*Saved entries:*
• • • • •
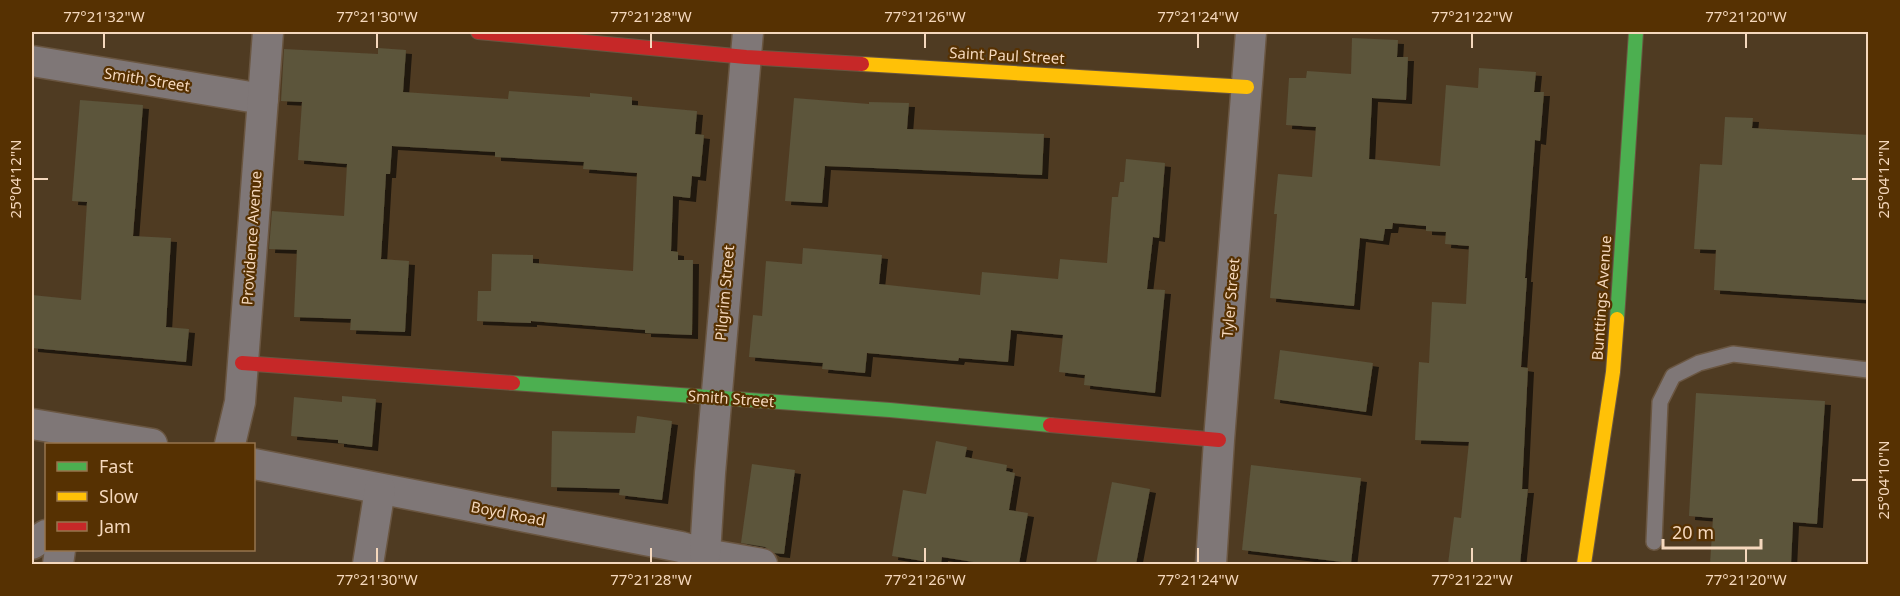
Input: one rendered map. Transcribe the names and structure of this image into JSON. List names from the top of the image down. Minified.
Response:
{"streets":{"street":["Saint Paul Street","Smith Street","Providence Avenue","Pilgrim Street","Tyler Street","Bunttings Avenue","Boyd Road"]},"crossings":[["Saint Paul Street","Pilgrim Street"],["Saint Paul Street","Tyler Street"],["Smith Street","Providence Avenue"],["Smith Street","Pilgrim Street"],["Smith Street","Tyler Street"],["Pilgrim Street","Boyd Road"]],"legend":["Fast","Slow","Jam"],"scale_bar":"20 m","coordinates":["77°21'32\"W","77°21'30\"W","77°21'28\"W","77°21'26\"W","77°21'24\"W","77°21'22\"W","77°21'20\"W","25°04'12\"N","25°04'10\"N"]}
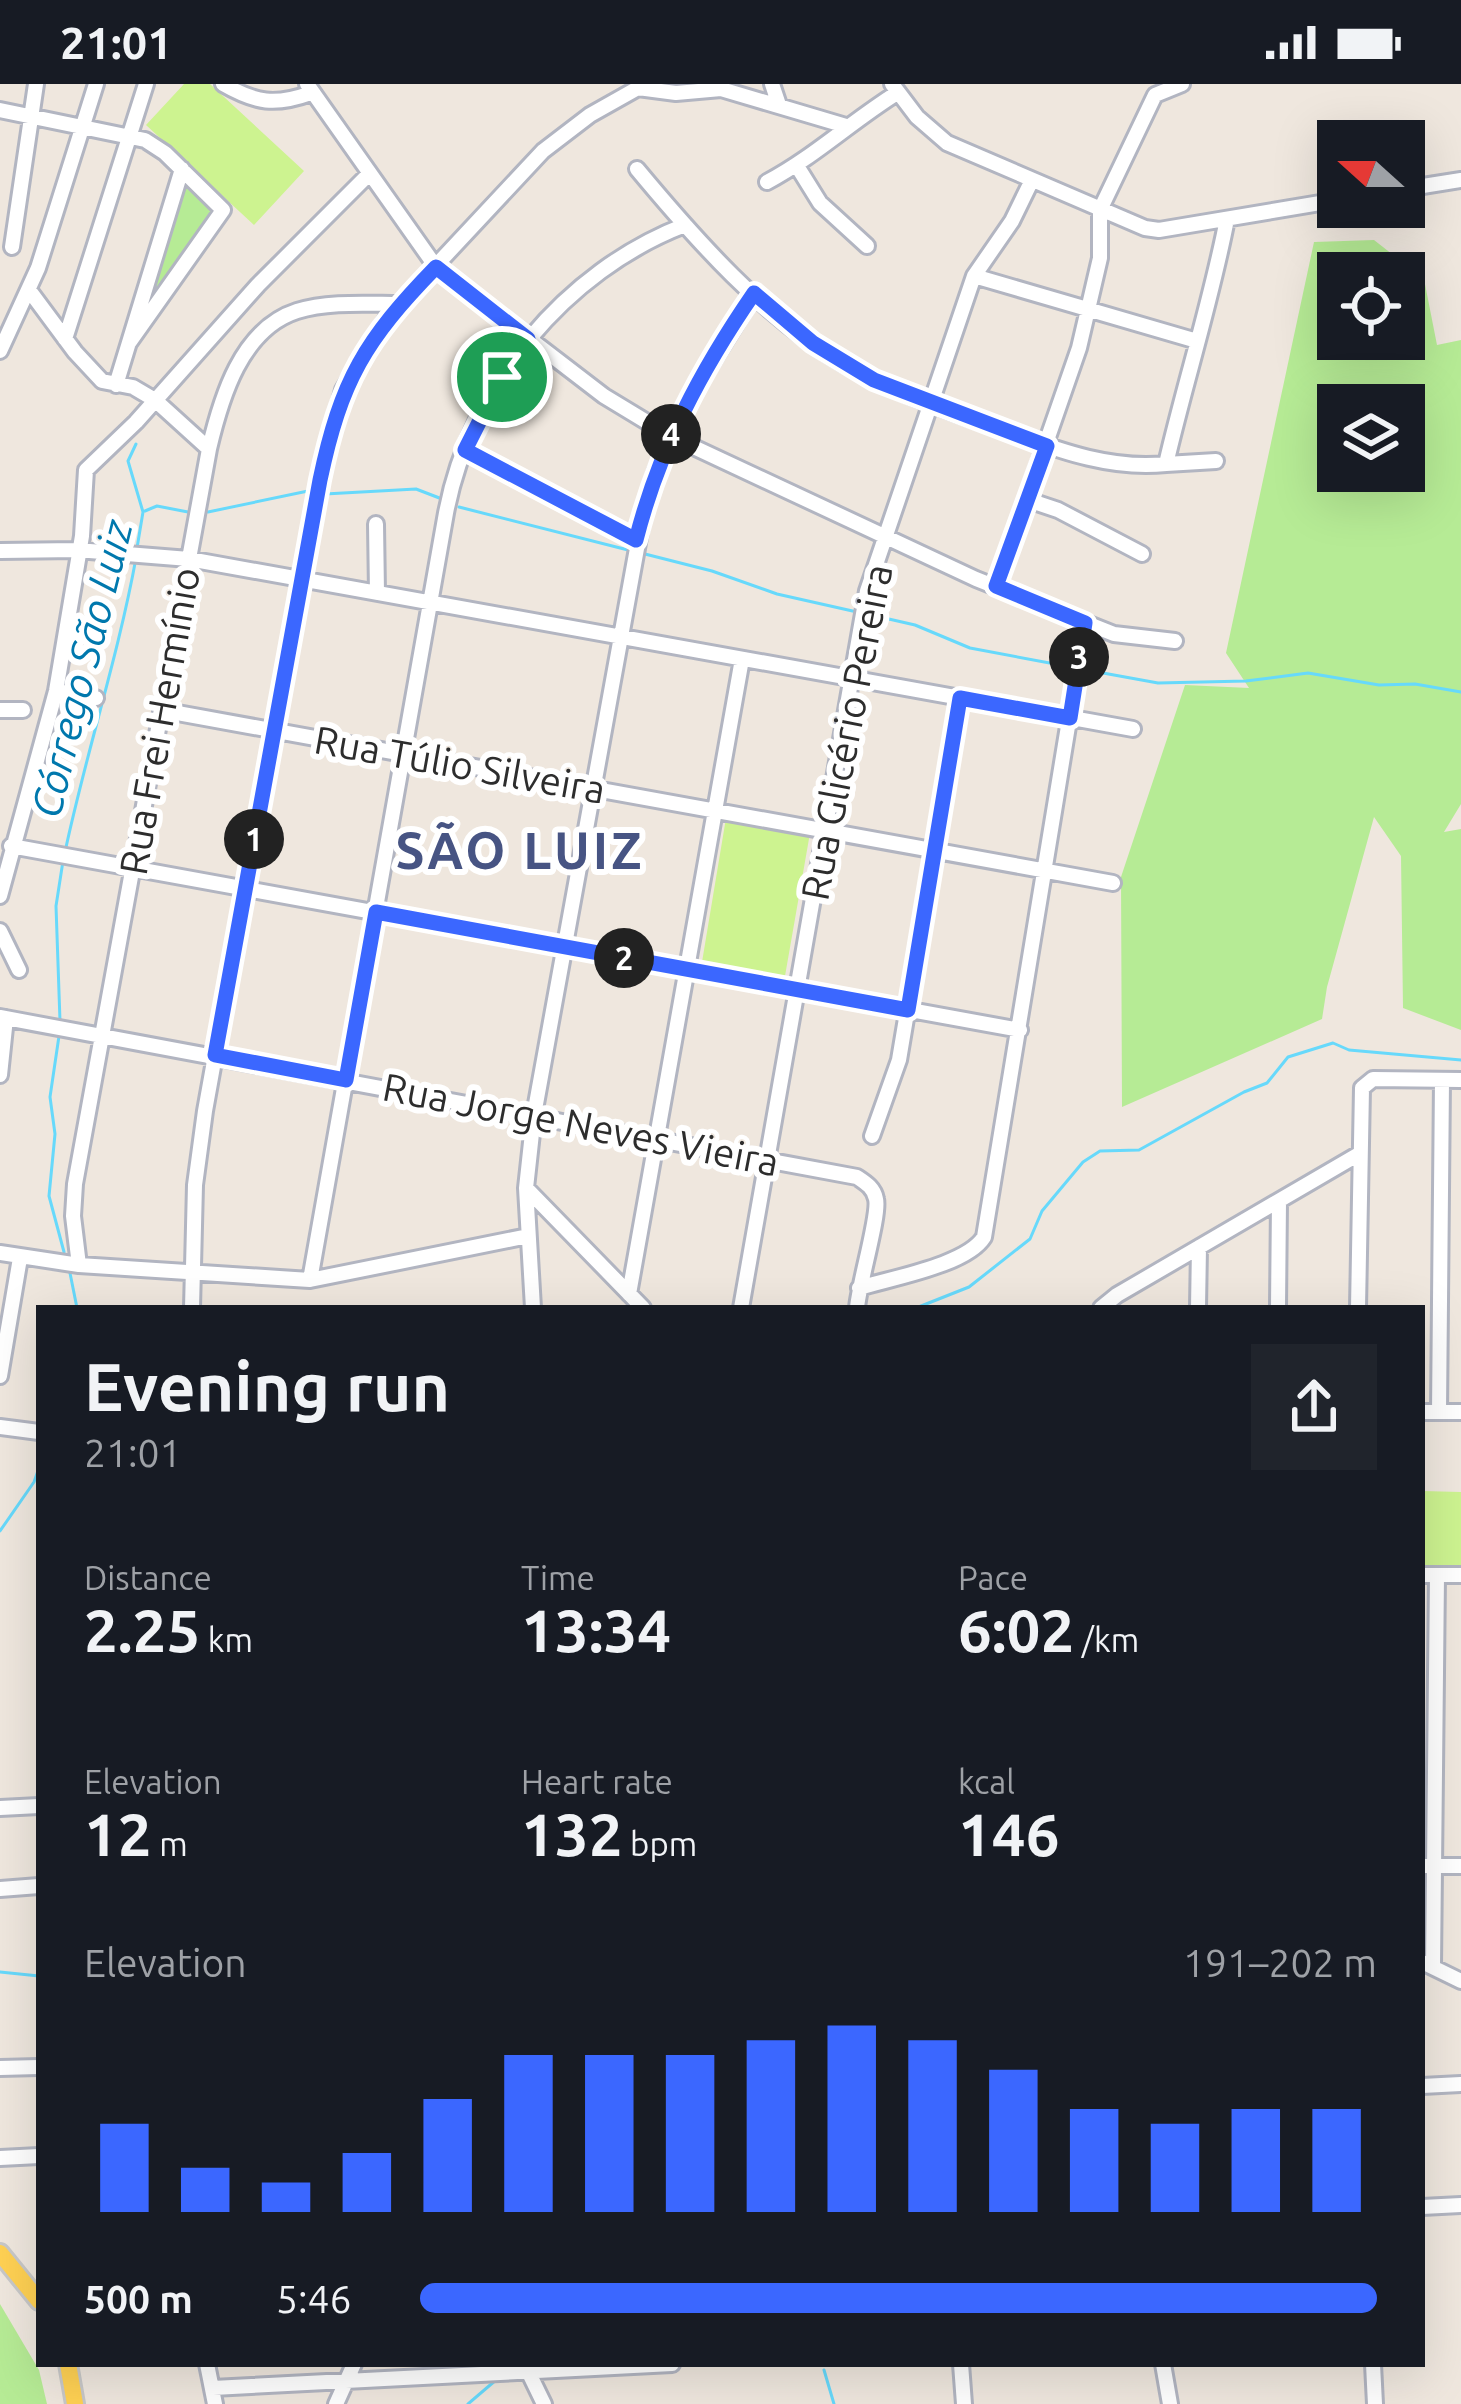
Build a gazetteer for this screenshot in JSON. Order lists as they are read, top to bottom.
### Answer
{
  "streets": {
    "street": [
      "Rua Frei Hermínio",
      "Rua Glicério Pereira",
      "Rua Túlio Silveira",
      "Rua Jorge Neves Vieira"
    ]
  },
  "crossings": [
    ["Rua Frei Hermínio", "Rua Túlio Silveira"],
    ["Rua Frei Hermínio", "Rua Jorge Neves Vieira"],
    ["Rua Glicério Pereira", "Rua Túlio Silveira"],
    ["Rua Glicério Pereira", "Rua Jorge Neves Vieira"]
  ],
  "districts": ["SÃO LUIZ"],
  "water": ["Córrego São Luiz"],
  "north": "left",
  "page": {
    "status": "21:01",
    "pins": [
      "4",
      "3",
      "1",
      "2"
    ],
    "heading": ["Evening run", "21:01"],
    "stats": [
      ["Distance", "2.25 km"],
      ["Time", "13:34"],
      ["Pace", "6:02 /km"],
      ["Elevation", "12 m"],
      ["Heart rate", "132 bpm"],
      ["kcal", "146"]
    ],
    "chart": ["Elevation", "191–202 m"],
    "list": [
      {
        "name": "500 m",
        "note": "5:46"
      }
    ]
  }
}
• • • • •
*GOAL OF THE EXERCISE:*
Return every line of the data above exactly, and omit all pictures.

*RESPONSE:*
Input: one rendered map. Transcribe the names and structure of this image into JSON. List names from the top of the image down. Minified.
Response:
{"streets":{"street":["Saint Paul Street","Smith Street","Providence Avenue","Pilgrim Street","Tyler Street","Bunttings Avenue","Boyd Road"]},"crossings":[["Saint Paul Street","Pilgrim Street"],["Saint Paul Street","Tyler Street"],["Smith Street","Providence Avenue"],["Smith Street","Pilgrim Street"],["Smith Street","Tyler Street"],["Pilgrim Street","Boyd Road"]],"legend":["Fast","Slow","Jam"],"scale_bar":"20 m","coordinates":["77°21'32\"W","77°21'30\"W","77°21'28\"W","77°21'26\"W","77°21'24\"W","77°21'22\"W","77°21'20\"W","25°04'12\"N","25°04'10\"N"]}
Build a gazetteer for this screenshot in JSON. Order lists as they are read, top to bottom.
### Answer
{
  "streets": {
    "street": [
      "Rua Frei Hermínio",
      "Rua Glicério Pereira",
      "Rua Túlio Silveira",
      "Rua Jorge Neves Vieira"
    ]
  },
  "crossings": [
    ["Rua Frei Hermínio", "Rua Túlio Silveira"],
    ["Rua Frei Hermínio", "Rua Jorge Neves Vieira"],
    ["Rua Glicério Pereira", "Rua Túlio Silveira"],
    ["Rua Glicério Pereira", "Rua Jorge Neves Vieira"]
  ],
  "districts": ["SÃO LUIZ"],
  "water": ["Córrego São Luiz"],
  "north": "left",
  "page": {
    "status": "21:01",
    "pins": [
      "4",
      "3",
      "1",
      "2"
    ],
    "heading": ["Evening run", "21:01"],
    "stats": [
      ["Distance", "2.25 km"],
      ["Time", "13:34"],
      ["Pace", "6:02 /km"],
      ["Elevation", "12 m"],
      ["Heart rate", "132 bpm"],
      ["kcal", "146"]
    ],
    "chart": ["Elevation", "191–202 m"],
    "list": [
      {
        "name": "500 m",
        "note": "5:46"
      }
    ]
  }
}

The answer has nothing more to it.